Copy each line from the records below in which the word "positions" is found.

→ **Supplied data**:
========================================================================
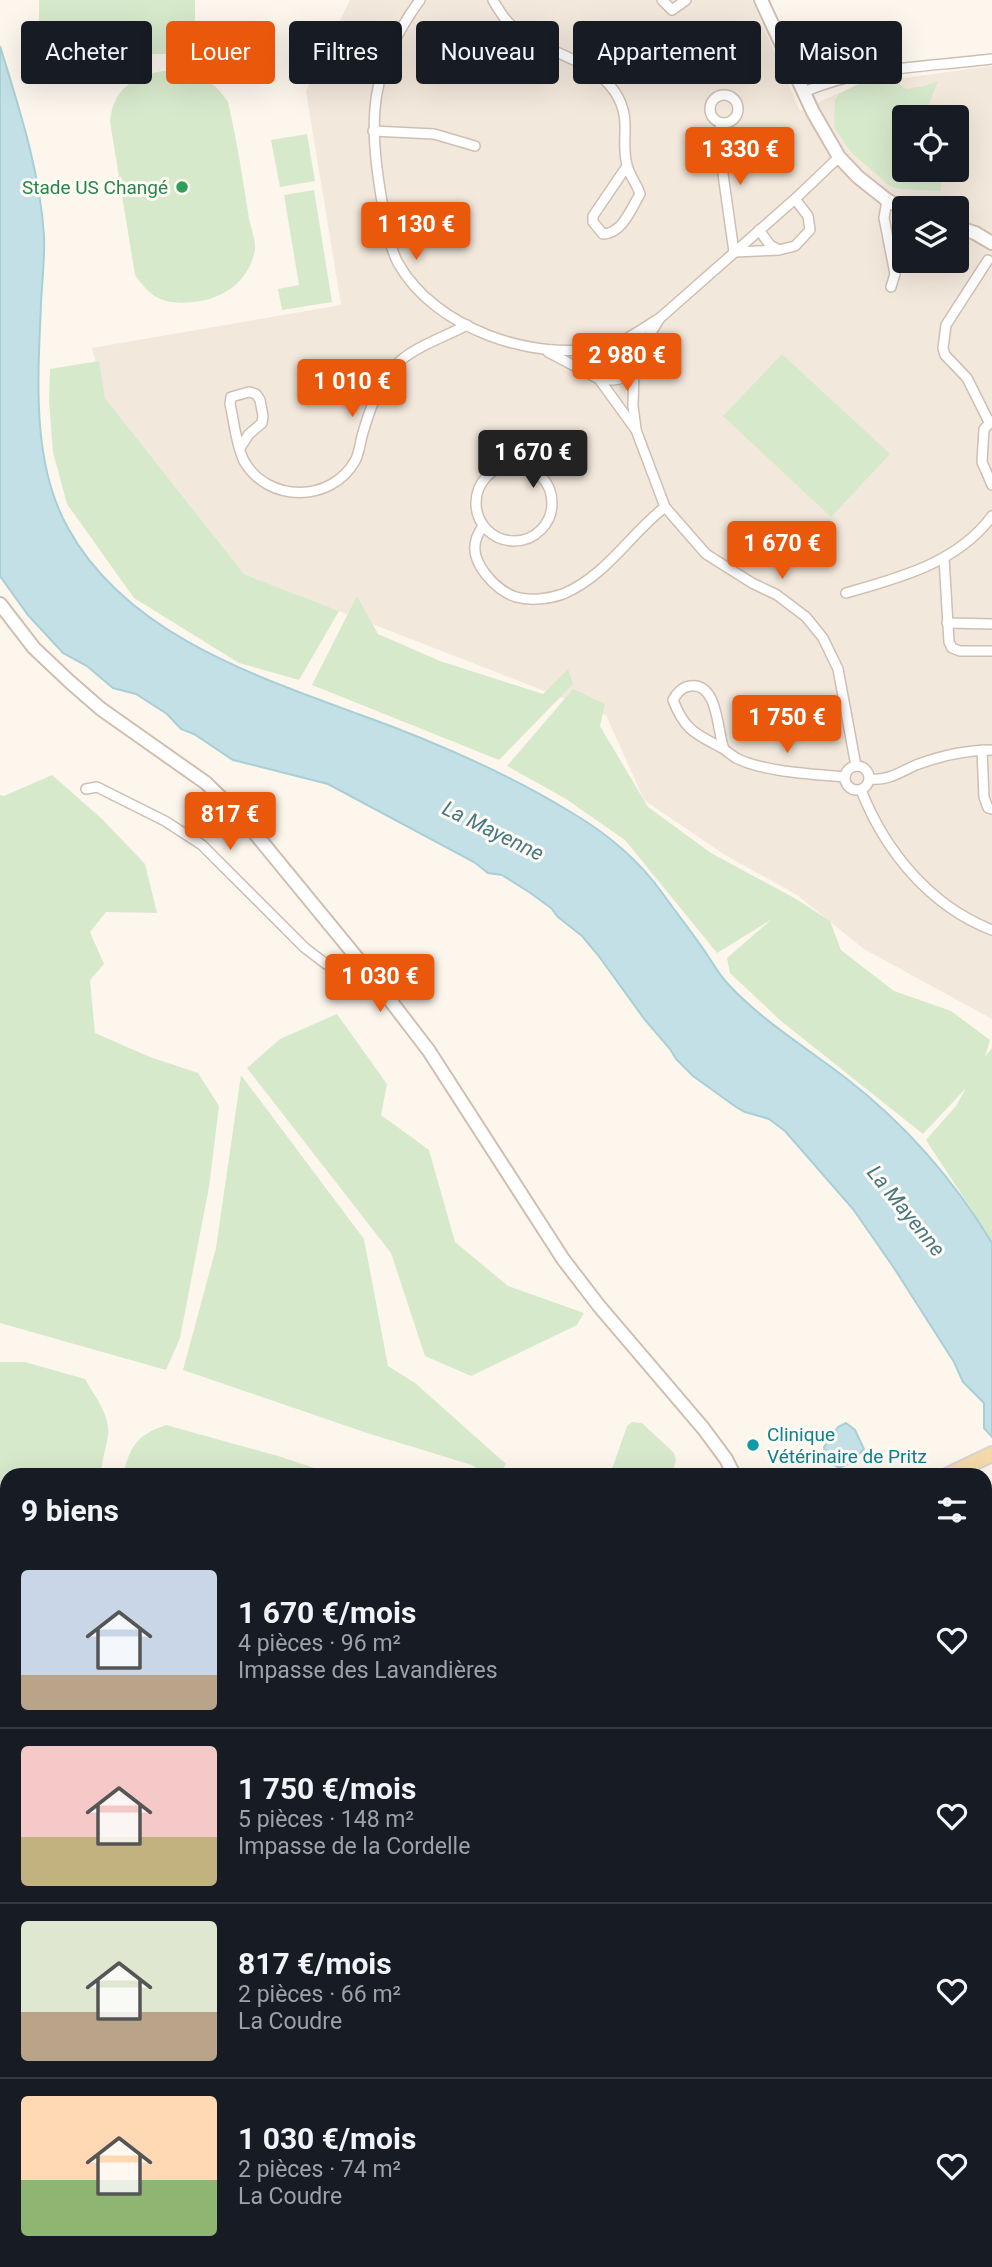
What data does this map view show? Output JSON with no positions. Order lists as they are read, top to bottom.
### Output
========================================================================
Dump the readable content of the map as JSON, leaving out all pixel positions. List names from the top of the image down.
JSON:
========================================================================
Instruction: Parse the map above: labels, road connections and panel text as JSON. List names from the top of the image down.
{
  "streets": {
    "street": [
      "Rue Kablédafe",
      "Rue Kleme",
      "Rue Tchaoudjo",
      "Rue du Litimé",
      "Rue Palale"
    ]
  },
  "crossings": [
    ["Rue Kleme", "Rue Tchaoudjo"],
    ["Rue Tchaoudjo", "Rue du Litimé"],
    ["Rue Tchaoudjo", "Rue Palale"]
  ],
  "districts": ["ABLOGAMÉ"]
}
========================================================================
→ **Expected output**:
What data does this map view show? Output JSON with no positions. Order lists as they are read, top to bottom.
Dump the readable content of the map as JSON, leaving out all pixel positions. List names from the top of the image down.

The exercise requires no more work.